House Bill 4095 would allow six or more children in a facility if the property is located on a parcel of 20 acres or more, and given the acreage provision in the bill, this raises a concern in predominantly rural communities who have an abundance of land, added Mueller
“After hearing from constituents in my district, I ultimately decided to vote ‘no’ on the bill because it limits a local zoning authority from adopting their own ordinances in order to regulate these facilities in their communities,” he said. “These state-licensed residential facilities do not function as your average foster family home where a couple fosters children in their own home, they are facilities ran by organizations who employ workers to provide 24-hour care and supervision in areas zoned for residential purposes, with children who need special care and attention. Simply put, I believe that any decision to expand the number of children allowed in a facility should not be based solely on acreage, but with consideration of local rights and resources as well.”
State Senator Ruth Johnson (R-Groveland Township) also opposes HB 4095. Johnson represents Brandon, Groveland and Atlas townships.
“No other state in our country allows 10 children in a residential foster care facility, let alone children with the serious mental health and behavioral issues which this bill would also impact,” said Johnson. “As a past clinician, I feel strongly like many other stakeholders and experts that this bill is not in the best interest of vulnerable children.

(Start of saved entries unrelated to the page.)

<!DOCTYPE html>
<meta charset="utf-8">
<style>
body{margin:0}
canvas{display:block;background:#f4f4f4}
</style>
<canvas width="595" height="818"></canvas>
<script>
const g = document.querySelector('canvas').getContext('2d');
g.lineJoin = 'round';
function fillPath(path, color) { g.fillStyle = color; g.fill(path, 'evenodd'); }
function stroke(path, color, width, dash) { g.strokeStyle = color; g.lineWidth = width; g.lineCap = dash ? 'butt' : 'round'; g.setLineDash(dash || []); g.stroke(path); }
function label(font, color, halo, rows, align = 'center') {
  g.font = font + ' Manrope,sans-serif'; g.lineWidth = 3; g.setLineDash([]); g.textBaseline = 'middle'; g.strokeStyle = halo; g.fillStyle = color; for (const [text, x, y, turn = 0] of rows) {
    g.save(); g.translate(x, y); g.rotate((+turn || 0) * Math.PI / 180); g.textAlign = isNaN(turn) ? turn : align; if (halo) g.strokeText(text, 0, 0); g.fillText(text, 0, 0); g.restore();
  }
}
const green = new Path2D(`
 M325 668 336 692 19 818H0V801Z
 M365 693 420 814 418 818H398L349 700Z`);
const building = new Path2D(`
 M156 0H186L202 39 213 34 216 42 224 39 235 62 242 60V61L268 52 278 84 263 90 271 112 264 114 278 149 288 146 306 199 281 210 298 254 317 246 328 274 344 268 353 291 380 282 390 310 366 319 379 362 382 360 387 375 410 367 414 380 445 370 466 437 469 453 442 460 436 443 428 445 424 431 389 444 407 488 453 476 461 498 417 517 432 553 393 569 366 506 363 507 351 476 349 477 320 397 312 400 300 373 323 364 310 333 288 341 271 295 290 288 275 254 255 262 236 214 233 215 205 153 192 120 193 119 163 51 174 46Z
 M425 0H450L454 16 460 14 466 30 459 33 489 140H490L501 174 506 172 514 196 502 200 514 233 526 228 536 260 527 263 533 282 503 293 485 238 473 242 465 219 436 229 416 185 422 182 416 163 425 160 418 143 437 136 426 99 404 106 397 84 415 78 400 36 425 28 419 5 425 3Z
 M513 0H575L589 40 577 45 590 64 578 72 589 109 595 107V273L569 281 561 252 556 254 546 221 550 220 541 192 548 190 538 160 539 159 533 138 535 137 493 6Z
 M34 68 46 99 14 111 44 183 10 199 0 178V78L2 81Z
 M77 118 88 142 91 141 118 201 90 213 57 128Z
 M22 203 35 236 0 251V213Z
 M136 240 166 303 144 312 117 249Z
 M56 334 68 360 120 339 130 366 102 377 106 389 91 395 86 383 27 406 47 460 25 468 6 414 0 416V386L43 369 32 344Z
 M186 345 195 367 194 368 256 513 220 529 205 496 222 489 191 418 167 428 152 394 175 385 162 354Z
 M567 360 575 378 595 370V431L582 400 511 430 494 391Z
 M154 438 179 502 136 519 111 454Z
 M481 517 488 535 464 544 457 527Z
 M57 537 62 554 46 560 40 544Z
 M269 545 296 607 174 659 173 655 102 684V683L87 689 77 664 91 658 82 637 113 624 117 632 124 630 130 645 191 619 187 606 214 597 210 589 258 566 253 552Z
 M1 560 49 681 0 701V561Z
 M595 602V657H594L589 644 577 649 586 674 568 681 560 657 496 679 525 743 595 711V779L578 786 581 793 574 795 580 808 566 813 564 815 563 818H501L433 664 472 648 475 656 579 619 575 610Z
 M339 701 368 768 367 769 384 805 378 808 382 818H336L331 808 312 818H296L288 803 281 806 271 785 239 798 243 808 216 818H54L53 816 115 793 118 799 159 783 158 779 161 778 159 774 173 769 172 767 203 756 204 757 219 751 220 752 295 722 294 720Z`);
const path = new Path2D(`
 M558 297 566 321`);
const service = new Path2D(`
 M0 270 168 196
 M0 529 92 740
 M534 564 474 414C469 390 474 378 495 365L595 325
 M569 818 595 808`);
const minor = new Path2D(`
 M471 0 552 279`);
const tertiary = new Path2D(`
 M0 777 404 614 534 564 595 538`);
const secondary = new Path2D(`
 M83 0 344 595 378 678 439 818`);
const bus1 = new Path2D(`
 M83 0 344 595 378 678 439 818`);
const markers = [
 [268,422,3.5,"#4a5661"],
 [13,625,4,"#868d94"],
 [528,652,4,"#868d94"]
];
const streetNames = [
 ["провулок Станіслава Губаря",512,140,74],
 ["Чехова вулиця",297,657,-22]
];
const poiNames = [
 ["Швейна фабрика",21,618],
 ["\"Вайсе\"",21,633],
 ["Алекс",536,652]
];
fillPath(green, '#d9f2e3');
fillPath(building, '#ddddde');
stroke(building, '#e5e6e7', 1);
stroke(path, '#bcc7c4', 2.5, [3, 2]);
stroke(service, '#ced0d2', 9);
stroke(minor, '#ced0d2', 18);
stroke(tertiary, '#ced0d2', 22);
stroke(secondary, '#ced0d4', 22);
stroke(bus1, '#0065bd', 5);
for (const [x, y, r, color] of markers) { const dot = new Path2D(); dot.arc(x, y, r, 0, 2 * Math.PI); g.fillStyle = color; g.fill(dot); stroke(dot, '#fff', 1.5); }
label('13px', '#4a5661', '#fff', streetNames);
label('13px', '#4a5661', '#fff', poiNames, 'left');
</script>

In fact, it moves Michigan in the wrong direction.”
Many of these children with serious mental health issues and often who have already been adjudicated by the juvenile justice system need the love and support of a smaller, family-like setting, added Johnson.
“They need personal attention, not 10 children in one home in what is very much more akin to an institutional setting,” she said. “That’s why this bill is opposed by the Oakland County Community Health Network, the Center for Medicaid and Medicare Services, the Michigan Township Association, and the Michigan Municipal League.”
To provide the services needed with the best outcomes, Oakland County Community Health Network recently received a grant from the Michigan Department of Health and Human Services for a pilot program using best practices of smaller family units with foster parents who are given special training, coupled with support services for families of these youth with a goal of positive and productive integration into society, added Johnson.
“When we provide what we know are best practices for our children to be successful it is a win for them, for their families, and for our community, state, and country,” she said. “The standard in considering House Bill 4095 is clear: Is this legislation in the best interest of vulnerable children in our state? To me, it is not. And that is why I cannot support it.”